Sejarah Hidayatullah (2): Kampus Berperadaban Itu Bernama Hidayatullah

Sejarah  
Kampus Hidayatullah, Gunung Tembak, Kalimantan Timur.

KH Abdullah Said, pendiri Hidayatullah, pada penghujung 1969, memutuskan untuk hijrah dari Makassar, Sulawesi Selatan, ke Balikpapan, Kalimantan Timur. Ia merasa di tempat hijrah inilah cita-citanya membangun kampus berperadaban bisa diwujudkan. Namun, bukan berarti segalanya menjadi mudah. Justru, dari sinilah perjuangan panjang itu dimulai.

Tiba di Balikpapan, setiap hari KH Abdullah Said mengamati kehidupan beragama masyarakat di sana. Yang ia dapati hanya kegersangan. Masyarakat terlalu jauh tenggelam dalam kehidupan yang hedonis. Anak-anak muda lebih tertarik kepada materi ketimbang urusan akhirat. Kota Minyak itu terasa panas.

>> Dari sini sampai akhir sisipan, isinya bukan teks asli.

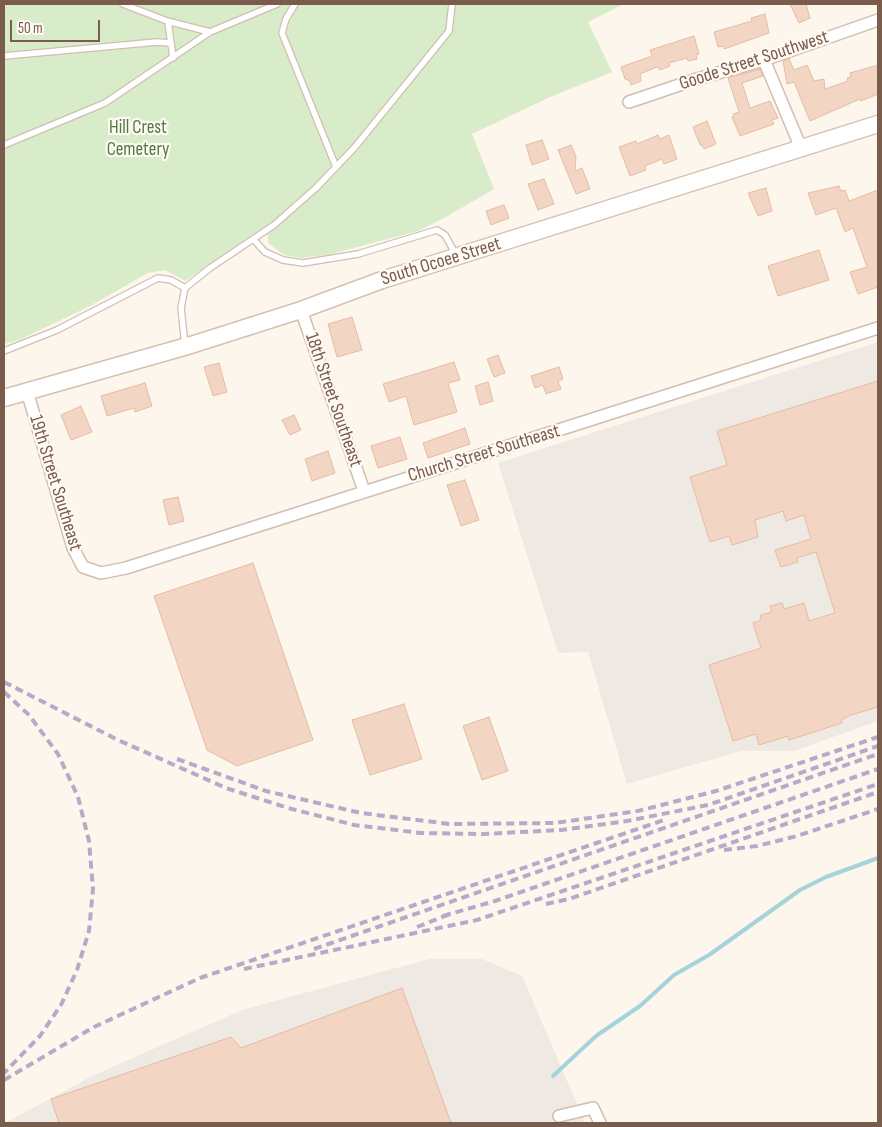 <!DOCTYPE html>
<html>
<head>
<meta charset="utf-8">
<style>
	body { margin:0 }
	#map { position:relative; width:882px; height:1127px; overflow:hidden; background:#fdf6ec; font-family:"Sofia Sans Condensed",sans-serif }
	canvas { display:block }
	.frame { position:absolute; inset:0; border:5px solid #7a5c4d; pointer-events:none }
	.scale { position:absolute; left:10px; top:20px; width:90px; height:22px; box-sizing:border-box; border:2px solid #7a5c4d; border-top:0; padding-left:6px; font-size:15px; line-height:18px; white-space:nowrap; color:#7a5c4d; -webkit-text-stroke:4px #fffaf3; paint-order:stroke }
</style>
</head>
<body>
<div id="map">
<canvas width="882" height="1127"></canvas>
<div class="frame"></div>
<div class="scale">50 m</div>
</div>
<script>
const c = document.querySelector('canvas').getContext('2d');
c.lineJoin = 'round';
function fill(path, color) { c.fillStyle = color; c.fill(path, 'evenodd'); }
const poly = rows => new Path2D(rows.map(r => 'M' + r).join(''));
function stroke(path, color, width, dash) { c.strokeStyle = color; c.lineWidth = width; c.lineCap = dash ? 'butt' : 'round'; c.setLineDash(dash || []); c.stroke(path); }
function write(font, color, halo, rows, align = 'center') {
  c.font = font + ' "Sofia Sans Condensed",sans-serif'; c.lineWidth = 4.5; c.setLineDash([]); c.textBaseline = 'middle'; c.strokeStyle = halo; c.fillStyle = color; for (const [text, x, y, turn = 0] of rows) {
    c.save(); c.translate(x, y); c.rotate((+turn || 0) * Math.PI / 180); c.textAlign = isNaN(turn) ? turn : align; if (halo) c.strokeText(text, 0, 0); c.fillText(text, 0, 0); c.restore();
  }
}
const industrial = poly([
	[878,342,878,721,794,751,741,751,627,784,588,652,558,653,498,463],
	[429,959,482,959,522,976,585,1123,5,1123,94,1075,242,1010]
]);
const green = poly([
	[4,4,624,4,588,22,612,72,550,97,472,134,494,189,446,217,418,231,327,255,301,258,284,255,268,243,268,235,258,231,185,281,165,270,148,273,90,306,19,340,4,344]
]);
const stream = poly([
	[553,1076,596,1036,640,1006,674,975,709,955,800,890,826,877,878,858]
]);
const building = poly([
	[790,4,806,4,810,18,799,23,790,4],
	[765,14,769,33,724,49,723,46,718,47,714,32,752,21,751,18,765,14],
	[694,36,699,54,696,55,697,59,688,61,687,58,669,63,670,66,660,70,657,67,640,74,641,81,631,85,630,81,625,79,621,67,652,56,650,50,694,36],
	[789,59,794,70,807,65,814,81,824,79,825,89,848,81,847,78,851,77,850,73,878,65,878,94,861,101,860,99,810,121,794,82,787,84,783,61,789,59],
	[760,69,763,76,742,83,750,108,770,101,778,118,772,120,774,124,740,136,732,117,734,116,733,114,739,112,728,78,760,69],
	[707,121,716,144,704,149,702,145,700,145,693,127,707,121],
	[658,135,660,139,669,135,677,159,664,164,662,159,645,166,646,170,630,176,619,147,636,141,637,144,658,135],
	[542,140,549,159,532,165,526,145,542,140],
	[571,145,576,156,575,171,582,168,590,189,576,194,558,150,571,145],
	[544,179,554,204,538,210,528,184,544,179],
	[839,186,841,191,845,190,849,201,878,190,878,287,858,294,850,272,867,267,853,228,845,232,836,208,816,215,808,193,839,186],
	[766,188,772,211,758,216,748,193,766,188],
	[504,205,509,218,491,225,486,211,504,205],
	[819,250,829,280,778,296,768,266,819,250],
	[352,317,362,350,337,357,328,324,352,317],
	[498,355,505,373,494,377,487,359,498,355],
	[454,362,460,380,448,383,457,412,414,425,406,396,389,402,383,384,454,362],
	[219,363,227,392,213,396,204,367,219,363],
	[559,367,563,379,558,381,561,389,546,394,543,385,535,388,531,376,559,367],
	[878,381,878,707,851,715,841,720,842,723,789,740,788,736,759,745,756,734,733,741,709,665,761,648,753,623,760,621,761,615,772,612,770,606,782,603,784,609,804,603,809,621,835,613,816,552,797,558,798,562,781,567,775,550,811,539,804,515,786,521,783,511,755,520,758,537,732,545,729,536,710,542,690,477,727,465,717,431,878,381],
	[488,382,493,401,480,405,475,386,488,382],
	[145,383,152,406,135,412,134,408,107,416,101,396,145,383],
	[81,406,92,432,71,440,61,415,81,406],
	[294,415,301,430,290,435,282,420,294,415],
	[465,428,470,444,428,458,423,443,465,428],
	[400,437,407,459,378,468,371,446,400,437],
	[328,451,335,473,312,481,305,459,328,451],
	[465,480,479,520,461,526,447,485,465,480],
	[178,497,184,521,169,525,163,500,178,497],
	[253,563,313,740,237,766,207,750,154,596,253,563],
	[404,704,422,759,370,775,352,720,404,704],
	[489,717,508,771,482,780,463,726,489,717],
	[402,988,451,1123,59,1123,51,1099,231,1037,241,1048,402,988]
]);
const lane = poly([
	[123,4,167,21,210,32],
	[295,4,286,19,282,33,336,167],
	[168,22,173,58],
	[4,56,157,42,171,43],
	[4,145,105,103,210,32,277,4],
	[254,240,265,252,283,260,303,263,358,254,437,230,445,235,456,255],
	[185,345,181,308,185,288,210,268,274,225,316,188,355,147,449,31,452,4],
	[4,351,57,330,158,278,171,280,185,288]
]);
const street = poly([
	[764,60,801,148],
	[629,102,697,79,764,60,878,20],
	[301,310,364,491],
	[27,391,73,548,83,567,101,573,126,568,878,328],
	[559,1116,593,1108,600,1123]
]);
const secondary = poly([
	[4,398,191,345,301,310,382,280,878,124]
]);
const rail = poly([
	[4,682,118,740,226,788,288,808,354,825,421,833,483,834,561,830,627,821,708,805,878,746],
	[4,692,29,715,58,754,78,797,89,841,93,889,89,931,77,970,61,1005,40,1036,4,1073],
	[177,759,266,791,361,813,450,824,555,823,638,811,716,791,878,737],
	[724,850,757,846,797,836,878,809],
	[546,904,569,899,878,792],
	[443,916,495,901,878,769],
	[417,927,450,914],
	[314,949,878,754],
	[244,969,477,920,878,784],
	[4,1080,94,1027,200,978,667,819]
]);
const streetNames = [
	["Goode Street Southwest",754,61,-18],
	["South Ocoee Street",441,262,-17],
	["18th Street Southeast",333,400,71],
	["Church Street Southeast",484,454,-17],
	["19th Street Southeast",55,483,73]
];
const parkNames = [
	["Hill Crest",138,128],
	["Cemetery",138,150]
];
fill(industrial, '#efe9e4');
fill(green, '#d8ecc9');
stroke(stream, '#a5d3da', 4);
fill(building, '#f3d5c3');
stroke(building, '#e6bba3', 1);
stroke(lane, '#d1beb0', 8);
stroke(street, '#d1beb0', 14);
stroke(secondary, '#d6c0b0', 19);
stroke(lane, '#fff', 5.5);
stroke(street, '#fff', 11);
stroke(secondary, '#fff', 16);
stroke(rail, '#b9a8c9', 4, [8, 5]);
write('19px', '#7a5c4d', '#fffaf3', streetNames);
write('19px', '#537a41', '#fffaf3', parkNames);
</script>
</body>
</html>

Dari pengamatan itu, KH Abdullah Said mulai berpikir bagaimana cara mencetak kader di Kota Minyak tersebut. Ia sadar, cita-citanya membangun sebuah kampung pengkaderan tak bisa dilakukan sendirian. Ia perlu "pasukan" yang siap mengorbankan dirinya untuk berjuang di jalan Allah Ta'ala.

Scroll untuk membaca

Scroll untuk membaca

Lantas, bagaimana cara merekrut anak-anak muda di sana? Abdullah Said yang pernah bergelut di organisasi Muhammadiyah itu memutuskan untuk menggunakan metoda pelatihan (training).

Namun, metoda ini hanya sekadar cara untuk merekrut kader. Cita-cita KH Abdullah Said tetap ingin membangun sebuah kampung pengkaderan di mana penghuninya menetap, bukan sekadar datang dan pergi.

Rupanya, kepiawaian berceramah yang diberikan Allah Ta'ala kepada KH Abdullah Said menjadikan ia tak merasa sulit mengajak anak-anak muda tersebut bergabung bersamanya. Hanya saja, KH Abdullah Said merasa itu saja belum cukup. Ia masih harus mengajak sejumlah anak muda berpengalaman dari Tanah Jawa untuk ikut berjuang bersamanya di sini.

Lagi-lagi, Allah i memberi jalan kemudahan baginya. Tercatatlah sejumlah nama para pemuda yang bersedia membantu KH Abdullah Said mewujudkan impiannya membangun kampung perkaderan di Balikpapan. Satu di antara para pemuda tersebut adalah KH AHmad Hasan Ibrahim yang baru saja meninggal dunia pada Ahad, 13 Februari 2022. Beliau adalah santri Pesantren Krapyak yang belajar di Akademi Tarjih Muhammadiyah.

Pemuda lainnya yang ikut bersamanya adalah KH Muhammad Hasyim HS. Beliau pernah nyantri di Pondok Modern Gontor. Seorang lagi bernama KH Muhammad Nazir Hasan yang ketika itu juga sedang belajar di Akademi Tarjih Muhammadiyah. Mereka inilah pendiri Hidayatullah. Mereka bersedia membantu KH Abdullah Said mewujudkan impiannya membangun kampung perkaderan di Balikpapan.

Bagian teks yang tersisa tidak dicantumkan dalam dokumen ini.